PROBLEM => Every line of the entries that holds the word "coordinates" is to be copied.

RECORDS TO USE =>
--------------------
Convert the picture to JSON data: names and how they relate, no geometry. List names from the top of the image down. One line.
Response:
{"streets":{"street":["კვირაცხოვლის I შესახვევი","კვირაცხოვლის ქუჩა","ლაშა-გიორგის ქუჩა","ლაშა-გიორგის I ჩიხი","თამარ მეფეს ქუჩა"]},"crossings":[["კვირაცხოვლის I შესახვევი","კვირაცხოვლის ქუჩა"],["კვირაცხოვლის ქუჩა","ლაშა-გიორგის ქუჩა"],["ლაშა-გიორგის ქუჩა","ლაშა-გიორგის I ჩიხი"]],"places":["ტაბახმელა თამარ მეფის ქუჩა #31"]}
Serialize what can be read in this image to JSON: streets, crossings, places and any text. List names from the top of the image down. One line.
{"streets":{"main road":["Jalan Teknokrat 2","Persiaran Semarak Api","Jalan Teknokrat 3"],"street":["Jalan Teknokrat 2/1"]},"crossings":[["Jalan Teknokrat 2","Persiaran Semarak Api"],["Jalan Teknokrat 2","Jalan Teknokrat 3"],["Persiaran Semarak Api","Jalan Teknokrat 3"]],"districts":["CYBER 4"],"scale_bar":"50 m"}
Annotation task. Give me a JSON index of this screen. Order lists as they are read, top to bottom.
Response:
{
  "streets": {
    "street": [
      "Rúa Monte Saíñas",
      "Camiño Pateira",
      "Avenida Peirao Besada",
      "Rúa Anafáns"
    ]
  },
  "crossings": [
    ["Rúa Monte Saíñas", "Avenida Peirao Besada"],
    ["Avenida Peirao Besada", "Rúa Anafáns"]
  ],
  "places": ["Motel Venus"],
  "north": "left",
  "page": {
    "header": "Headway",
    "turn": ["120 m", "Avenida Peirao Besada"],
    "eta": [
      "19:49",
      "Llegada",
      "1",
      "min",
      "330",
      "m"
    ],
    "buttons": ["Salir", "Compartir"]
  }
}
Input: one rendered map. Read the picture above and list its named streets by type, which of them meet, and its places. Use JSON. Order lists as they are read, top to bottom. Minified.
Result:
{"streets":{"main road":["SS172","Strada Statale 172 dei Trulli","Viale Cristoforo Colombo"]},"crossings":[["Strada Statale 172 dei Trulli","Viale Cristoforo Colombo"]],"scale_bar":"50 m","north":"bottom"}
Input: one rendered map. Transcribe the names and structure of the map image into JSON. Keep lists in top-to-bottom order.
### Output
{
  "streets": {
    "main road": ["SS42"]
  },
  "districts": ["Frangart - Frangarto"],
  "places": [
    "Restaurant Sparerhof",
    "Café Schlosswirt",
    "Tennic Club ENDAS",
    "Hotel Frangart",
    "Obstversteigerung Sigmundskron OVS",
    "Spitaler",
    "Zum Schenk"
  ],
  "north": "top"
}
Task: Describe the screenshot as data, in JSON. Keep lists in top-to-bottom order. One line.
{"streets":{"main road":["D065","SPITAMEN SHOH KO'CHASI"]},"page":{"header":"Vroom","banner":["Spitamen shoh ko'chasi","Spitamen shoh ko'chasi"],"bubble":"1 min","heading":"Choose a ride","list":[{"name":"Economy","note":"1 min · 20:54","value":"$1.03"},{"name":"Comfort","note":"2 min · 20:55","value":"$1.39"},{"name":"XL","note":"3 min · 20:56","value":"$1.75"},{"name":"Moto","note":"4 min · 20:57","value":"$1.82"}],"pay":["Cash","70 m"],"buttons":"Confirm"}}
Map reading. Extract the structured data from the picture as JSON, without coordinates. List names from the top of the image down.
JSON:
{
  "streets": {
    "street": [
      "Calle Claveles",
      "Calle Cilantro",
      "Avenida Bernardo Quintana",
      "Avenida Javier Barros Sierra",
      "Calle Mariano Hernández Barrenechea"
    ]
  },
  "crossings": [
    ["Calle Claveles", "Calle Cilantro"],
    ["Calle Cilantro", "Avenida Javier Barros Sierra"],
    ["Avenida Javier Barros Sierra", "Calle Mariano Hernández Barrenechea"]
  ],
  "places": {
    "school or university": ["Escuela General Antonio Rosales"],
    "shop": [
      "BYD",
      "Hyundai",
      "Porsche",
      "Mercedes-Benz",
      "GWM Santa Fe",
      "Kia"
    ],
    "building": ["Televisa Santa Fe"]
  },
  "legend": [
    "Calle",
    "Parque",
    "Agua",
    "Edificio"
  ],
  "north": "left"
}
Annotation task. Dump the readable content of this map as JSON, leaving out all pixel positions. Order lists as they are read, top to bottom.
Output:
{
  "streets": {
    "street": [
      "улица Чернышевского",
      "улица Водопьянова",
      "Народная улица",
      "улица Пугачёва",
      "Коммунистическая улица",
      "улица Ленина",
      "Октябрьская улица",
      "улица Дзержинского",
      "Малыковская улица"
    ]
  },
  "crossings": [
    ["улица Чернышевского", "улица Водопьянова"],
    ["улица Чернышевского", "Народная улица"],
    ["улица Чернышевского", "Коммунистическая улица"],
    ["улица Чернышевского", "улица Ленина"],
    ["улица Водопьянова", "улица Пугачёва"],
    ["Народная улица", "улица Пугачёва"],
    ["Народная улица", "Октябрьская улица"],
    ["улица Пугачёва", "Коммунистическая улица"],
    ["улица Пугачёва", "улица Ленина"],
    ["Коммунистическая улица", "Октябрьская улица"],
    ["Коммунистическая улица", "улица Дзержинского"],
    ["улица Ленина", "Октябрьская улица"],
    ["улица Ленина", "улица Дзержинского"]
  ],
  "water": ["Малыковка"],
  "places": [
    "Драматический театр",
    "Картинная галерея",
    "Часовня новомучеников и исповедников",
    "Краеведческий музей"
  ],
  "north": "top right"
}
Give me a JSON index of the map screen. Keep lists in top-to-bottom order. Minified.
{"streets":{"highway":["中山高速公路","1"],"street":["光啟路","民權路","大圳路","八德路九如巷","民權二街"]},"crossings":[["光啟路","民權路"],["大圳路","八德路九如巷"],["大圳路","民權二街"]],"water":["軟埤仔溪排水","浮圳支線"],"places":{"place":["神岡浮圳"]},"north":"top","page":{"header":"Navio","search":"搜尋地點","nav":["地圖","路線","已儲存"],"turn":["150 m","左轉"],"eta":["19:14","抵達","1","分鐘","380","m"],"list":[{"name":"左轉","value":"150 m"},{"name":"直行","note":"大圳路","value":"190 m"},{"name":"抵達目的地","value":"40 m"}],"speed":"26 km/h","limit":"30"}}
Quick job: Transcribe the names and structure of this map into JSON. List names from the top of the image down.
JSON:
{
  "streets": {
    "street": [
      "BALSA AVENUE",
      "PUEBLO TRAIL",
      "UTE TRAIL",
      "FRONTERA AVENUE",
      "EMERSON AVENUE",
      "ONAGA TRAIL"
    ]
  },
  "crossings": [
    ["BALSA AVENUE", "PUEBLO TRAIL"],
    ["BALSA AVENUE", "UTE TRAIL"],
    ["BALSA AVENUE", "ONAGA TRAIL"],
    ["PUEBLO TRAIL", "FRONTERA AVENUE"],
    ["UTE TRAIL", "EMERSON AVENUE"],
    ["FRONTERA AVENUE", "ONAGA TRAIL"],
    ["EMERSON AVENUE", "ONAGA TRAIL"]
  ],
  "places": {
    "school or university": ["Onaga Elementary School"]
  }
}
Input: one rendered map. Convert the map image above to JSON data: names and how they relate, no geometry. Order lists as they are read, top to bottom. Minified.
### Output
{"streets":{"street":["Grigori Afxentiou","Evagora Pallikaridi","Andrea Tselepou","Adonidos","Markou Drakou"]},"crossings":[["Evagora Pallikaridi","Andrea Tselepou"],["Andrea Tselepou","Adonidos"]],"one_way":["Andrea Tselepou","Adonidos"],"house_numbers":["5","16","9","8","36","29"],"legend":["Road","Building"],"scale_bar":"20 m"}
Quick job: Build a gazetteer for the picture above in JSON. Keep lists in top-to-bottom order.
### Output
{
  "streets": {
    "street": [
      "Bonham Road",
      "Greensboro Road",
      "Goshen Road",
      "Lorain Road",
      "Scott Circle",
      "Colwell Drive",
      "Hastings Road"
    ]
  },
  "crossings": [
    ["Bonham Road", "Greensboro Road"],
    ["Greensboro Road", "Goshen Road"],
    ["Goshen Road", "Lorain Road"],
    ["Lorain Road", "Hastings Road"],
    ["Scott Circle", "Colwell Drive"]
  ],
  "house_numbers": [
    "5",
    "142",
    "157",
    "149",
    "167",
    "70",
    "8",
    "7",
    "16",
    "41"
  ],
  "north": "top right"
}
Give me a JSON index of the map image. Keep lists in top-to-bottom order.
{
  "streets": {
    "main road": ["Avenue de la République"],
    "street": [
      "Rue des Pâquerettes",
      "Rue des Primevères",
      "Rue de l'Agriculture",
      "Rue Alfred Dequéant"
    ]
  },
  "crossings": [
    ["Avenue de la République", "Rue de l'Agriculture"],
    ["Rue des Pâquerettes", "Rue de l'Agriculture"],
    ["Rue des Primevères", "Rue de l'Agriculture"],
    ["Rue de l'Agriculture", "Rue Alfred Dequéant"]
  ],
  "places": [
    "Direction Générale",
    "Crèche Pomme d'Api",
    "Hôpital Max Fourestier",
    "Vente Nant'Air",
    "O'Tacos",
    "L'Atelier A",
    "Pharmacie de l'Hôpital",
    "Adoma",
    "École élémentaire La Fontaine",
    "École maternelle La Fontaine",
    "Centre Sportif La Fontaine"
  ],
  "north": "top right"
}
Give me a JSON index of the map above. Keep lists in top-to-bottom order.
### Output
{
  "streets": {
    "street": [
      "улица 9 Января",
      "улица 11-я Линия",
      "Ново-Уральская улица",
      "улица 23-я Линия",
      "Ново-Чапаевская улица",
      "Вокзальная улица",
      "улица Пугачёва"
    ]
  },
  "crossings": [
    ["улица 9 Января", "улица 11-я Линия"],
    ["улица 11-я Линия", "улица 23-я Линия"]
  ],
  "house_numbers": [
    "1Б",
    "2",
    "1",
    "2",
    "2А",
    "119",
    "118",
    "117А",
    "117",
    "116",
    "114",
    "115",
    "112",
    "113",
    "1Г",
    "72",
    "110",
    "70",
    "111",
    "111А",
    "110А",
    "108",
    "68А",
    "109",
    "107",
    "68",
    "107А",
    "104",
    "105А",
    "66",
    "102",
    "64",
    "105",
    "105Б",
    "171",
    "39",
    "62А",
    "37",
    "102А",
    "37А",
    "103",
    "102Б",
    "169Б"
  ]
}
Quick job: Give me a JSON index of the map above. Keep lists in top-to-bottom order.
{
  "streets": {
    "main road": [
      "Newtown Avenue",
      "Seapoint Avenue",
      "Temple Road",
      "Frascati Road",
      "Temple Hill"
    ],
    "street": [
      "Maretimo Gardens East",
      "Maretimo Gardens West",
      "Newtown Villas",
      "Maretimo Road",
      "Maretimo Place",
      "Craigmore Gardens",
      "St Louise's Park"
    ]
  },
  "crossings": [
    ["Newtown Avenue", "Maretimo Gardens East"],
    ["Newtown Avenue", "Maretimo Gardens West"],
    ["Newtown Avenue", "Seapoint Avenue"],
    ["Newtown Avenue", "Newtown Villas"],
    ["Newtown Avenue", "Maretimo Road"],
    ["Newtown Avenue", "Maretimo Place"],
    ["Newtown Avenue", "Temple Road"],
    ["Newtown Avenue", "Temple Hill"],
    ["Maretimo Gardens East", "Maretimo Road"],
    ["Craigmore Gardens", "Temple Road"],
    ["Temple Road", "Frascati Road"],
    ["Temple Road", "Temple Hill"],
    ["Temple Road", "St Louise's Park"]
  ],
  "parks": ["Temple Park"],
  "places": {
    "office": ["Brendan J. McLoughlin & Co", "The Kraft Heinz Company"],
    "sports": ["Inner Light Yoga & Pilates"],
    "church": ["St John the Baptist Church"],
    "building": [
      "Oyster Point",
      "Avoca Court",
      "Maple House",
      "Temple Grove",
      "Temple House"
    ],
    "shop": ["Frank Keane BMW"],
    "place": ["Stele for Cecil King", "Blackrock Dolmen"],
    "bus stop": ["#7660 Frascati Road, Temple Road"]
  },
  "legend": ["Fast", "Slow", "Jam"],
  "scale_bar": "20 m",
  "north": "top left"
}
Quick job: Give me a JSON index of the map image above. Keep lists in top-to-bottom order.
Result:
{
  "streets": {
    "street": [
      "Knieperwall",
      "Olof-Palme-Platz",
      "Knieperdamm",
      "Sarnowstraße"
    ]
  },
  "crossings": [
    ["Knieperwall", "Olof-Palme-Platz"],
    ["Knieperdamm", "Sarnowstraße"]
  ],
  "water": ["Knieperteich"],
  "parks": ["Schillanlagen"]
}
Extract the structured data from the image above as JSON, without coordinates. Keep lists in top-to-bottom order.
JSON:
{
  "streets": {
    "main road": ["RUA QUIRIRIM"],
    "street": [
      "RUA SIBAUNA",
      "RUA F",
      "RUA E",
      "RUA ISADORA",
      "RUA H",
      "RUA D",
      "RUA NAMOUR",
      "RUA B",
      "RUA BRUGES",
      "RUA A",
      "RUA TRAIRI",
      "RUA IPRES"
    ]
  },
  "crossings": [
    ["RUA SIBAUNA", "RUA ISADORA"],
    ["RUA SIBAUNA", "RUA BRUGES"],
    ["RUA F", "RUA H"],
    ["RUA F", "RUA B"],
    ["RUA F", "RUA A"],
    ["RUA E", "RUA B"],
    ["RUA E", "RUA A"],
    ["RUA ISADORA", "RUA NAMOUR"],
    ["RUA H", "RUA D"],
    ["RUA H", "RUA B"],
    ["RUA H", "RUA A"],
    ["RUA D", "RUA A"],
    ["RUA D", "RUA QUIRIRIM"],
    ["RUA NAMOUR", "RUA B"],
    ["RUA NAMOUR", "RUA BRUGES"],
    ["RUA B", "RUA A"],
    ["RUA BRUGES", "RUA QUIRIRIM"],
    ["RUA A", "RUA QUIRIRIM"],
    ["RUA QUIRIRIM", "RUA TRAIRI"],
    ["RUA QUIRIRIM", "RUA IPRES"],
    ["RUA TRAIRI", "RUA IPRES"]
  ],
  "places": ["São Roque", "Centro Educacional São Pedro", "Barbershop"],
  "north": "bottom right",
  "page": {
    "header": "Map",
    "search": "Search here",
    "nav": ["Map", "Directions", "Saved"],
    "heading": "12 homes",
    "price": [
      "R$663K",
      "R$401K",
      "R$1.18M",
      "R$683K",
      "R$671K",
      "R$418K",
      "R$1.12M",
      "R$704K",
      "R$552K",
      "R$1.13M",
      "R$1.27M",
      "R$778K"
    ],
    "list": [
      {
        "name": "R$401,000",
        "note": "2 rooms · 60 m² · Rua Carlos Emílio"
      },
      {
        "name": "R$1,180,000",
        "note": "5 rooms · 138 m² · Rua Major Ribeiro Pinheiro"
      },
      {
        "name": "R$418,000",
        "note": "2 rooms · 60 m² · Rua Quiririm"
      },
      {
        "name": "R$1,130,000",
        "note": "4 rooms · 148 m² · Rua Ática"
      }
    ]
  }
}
--------------------
YOUR RESPONSE =>
Map reading. Extract the structured data from the picture as JSON, without coordinates. List names from the top of the image down.
Extract the structured data from the image above as JSON, without coordinates. Keep lists in top-to-bottom order.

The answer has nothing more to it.